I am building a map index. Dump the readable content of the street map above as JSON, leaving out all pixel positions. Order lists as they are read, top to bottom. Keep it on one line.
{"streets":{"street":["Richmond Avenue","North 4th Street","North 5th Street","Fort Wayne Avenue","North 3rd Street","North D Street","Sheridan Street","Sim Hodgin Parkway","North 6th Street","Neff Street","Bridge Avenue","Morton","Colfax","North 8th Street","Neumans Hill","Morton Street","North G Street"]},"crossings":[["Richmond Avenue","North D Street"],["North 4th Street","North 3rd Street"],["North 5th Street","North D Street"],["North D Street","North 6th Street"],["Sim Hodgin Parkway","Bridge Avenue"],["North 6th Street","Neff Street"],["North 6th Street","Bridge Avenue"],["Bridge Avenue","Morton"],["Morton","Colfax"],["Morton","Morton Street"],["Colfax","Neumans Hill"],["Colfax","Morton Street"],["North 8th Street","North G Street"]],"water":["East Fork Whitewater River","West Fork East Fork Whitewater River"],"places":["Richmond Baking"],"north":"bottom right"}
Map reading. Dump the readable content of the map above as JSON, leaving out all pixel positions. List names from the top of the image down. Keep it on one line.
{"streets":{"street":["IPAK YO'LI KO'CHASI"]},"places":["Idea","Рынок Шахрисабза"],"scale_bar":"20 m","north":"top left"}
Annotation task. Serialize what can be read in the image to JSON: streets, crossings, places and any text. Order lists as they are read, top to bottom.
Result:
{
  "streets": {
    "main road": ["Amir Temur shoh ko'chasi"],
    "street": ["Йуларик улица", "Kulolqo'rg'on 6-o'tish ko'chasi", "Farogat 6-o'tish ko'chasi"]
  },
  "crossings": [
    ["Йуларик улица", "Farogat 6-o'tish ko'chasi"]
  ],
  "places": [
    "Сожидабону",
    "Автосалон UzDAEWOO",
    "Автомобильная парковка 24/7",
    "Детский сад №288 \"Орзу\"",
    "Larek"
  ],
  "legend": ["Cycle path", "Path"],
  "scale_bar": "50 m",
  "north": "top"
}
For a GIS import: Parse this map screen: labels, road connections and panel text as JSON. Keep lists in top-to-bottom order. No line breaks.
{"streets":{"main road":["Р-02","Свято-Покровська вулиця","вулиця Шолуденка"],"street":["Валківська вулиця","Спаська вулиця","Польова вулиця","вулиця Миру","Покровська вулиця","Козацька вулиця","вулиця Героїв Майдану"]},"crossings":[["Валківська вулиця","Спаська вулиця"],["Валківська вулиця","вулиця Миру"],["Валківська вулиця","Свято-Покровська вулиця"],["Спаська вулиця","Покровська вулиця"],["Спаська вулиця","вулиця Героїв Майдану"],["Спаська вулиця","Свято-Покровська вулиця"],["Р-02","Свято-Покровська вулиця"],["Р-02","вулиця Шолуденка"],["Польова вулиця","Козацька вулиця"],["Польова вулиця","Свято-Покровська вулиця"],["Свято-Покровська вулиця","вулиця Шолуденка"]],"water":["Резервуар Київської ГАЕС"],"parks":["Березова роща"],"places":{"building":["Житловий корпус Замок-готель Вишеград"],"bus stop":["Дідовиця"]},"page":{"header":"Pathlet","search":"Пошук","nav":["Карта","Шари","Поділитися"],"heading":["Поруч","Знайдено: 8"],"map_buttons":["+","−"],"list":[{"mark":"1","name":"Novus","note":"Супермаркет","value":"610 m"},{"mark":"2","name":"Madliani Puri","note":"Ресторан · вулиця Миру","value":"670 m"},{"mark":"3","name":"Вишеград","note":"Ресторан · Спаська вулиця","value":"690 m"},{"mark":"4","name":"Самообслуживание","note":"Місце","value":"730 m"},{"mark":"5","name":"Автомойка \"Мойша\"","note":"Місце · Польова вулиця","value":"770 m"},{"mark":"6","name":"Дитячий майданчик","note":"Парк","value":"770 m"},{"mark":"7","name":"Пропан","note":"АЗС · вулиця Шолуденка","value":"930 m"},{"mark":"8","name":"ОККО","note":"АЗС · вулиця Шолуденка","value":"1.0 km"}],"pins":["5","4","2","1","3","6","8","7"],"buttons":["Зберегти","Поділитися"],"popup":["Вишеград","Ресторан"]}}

Work to complete
Having gone through the data above, repeat it exactly.

Answer box
I am building a map index. Dump the readable content of the street map above as JSON, leaving out all pixel positions. Order lists as they are read, top to bottom. Keep it on one line.
{"streets":{"street":["Richmond Avenue","North 4th Street","North 5th Street","Fort Wayne Avenue","North 3rd Street","North D Street","Sheridan Street","Sim Hodgin Parkway","North 6th Street","Neff Street","Bridge Avenue","Morton","Colfax","North 8th Street","Neumans Hill","Morton Street","North G Street"]},"crossings":[["Richmond Avenue","North D Street"],["North 4th Street","North 3rd Street"],["North 5th Street","North D Street"],["North D Street","North 6th Street"],["Sim Hodgin Parkway","Bridge Avenue"],["North 6th Street","Neff Street"],["North 6th Street","Bridge Avenue"],["Bridge Avenue","Morton"],["Morton","Colfax"],["Morton","Morton Street"],["Colfax","Neumans Hill"],["Colfax","Morton Street"],["North 8th Street","North G Street"]],"water":["East Fork Whitewater River","West Fork East Fork Whitewater River"],"places":["Richmond Baking"],"north":"bottom right"}
Map reading. Dump the readable content of the map above as JSON, leaving out all pixel positions. List names from the top of the image down. Keep it on one line.
{"streets":{"street":["IPAK YO'LI KO'CHASI"]},"places":["Idea","Рынок Шахрисабза"],"scale_bar":"20 m","north":"top left"}
Annotation task. Serialize what can be read in the image to JSON: streets, crossings, places and any text. Order lists as they are read, top to bottom.
Result:
{
  "streets": {
    "main road": ["Amir Temur shoh ko'chasi"],
    "street": ["Йуларик улица", "Kulolqo'rg'on 6-o'tish ko'chasi", "Farogat 6-o'tish ko'chasi"]
  },
  "crossings": [
    ["Йуларик улица", "Farogat 6-o'tish ko'chasi"]
  ],
  "places": [
    "Сожидабону",
    "Автосалон UzDAEWOO",
    "Автомобильная парковка 24/7",
    "Детский сад №288 \"Орзу\"",
    "Larek"
  ],
  "legend": ["Cycle path", "Path"],
  "scale_bar": "50 m",
  "north": "top"
}
For a GIS import: Parse this map screen: labels, road connections and panel text as JSON. Keep lists in top-to-bottom order. No line breaks.
{"streets":{"main road":["Р-02","Свято-Покровська вулиця","вулиця Шолуденка"],"street":["Валківська вулиця","Спаська вулиця","Польова вулиця","вулиця Миру","Покровська вулиця","Козацька вулиця","вулиця Героїв Майдану"]},"crossings":[["Валківська вулиця","Спаська вулиця"],["Валківська вулиця","вулиця Миру"],["Валківська вулиця","Свято-Покровська вулиця"],["Спаська вулиця","Покровська вулиця"],["Спаська вулиця","вулиця Героїв Майдану"],["Спаська вулиця","Свято-Покровська вулиця"],["Р-02","Свято-Покровська вулиця"],["Р-02","вулиця Шолуденка"],["Польова вулиця","Козацька вулиця"],["Польова вулиця","Свято-Покровська вулиця"],["Свято-Покровська вулиця","вулиця Шолуденка"]],"water":["Резервуар Київської ГАЕС"],"parks":["Березова роща"],"places":{"building":["Житловий корпус Замок-готель Вишеград"],"bus stop":["Дідовиця"]},"page":{"header":"Pathlet","search":"Пошук","nav":["Карта","Шари","Поділитися"],"heading":["Поруч","Знайдено: 8"],"map_buttons":["+","−"],"list":[{"mark":"1","name":"Novus","note":"Супермаркет","value":"610 m"},{"mark":"2","name":"Madliani Puri","note":"Ресторан · вулиця Миру","value":"670 m"},{"mark":"3","name":"Вишеград","note":"Ресторан · Спаська вулиця","value":"690 m"},{"mark":"4","name":"Самообслуживание","note":"Місце","value":"730 m"},{"mark":"5","name":"Автомойка \"Мойша\"","note":"Місце · Польова вулиця","value":"770 m"},{"mark":"6","name":"Дитячий майданчик","note":"Парк","value":"770 m"},{"mark":"7","name":"Пропан","note":"АЗС · вулиця Шолуденка","value":"930 m"},{"mark":"8","name":"ОККО","note":"АЗС · вулиця Шолуденка","value":"1.0 km"}],"pins":["5","4","2","1","3","6","8","7"],"buttons":["Зберегти","Поділитися"],"popup":["Вишеград","Ресторан"]}}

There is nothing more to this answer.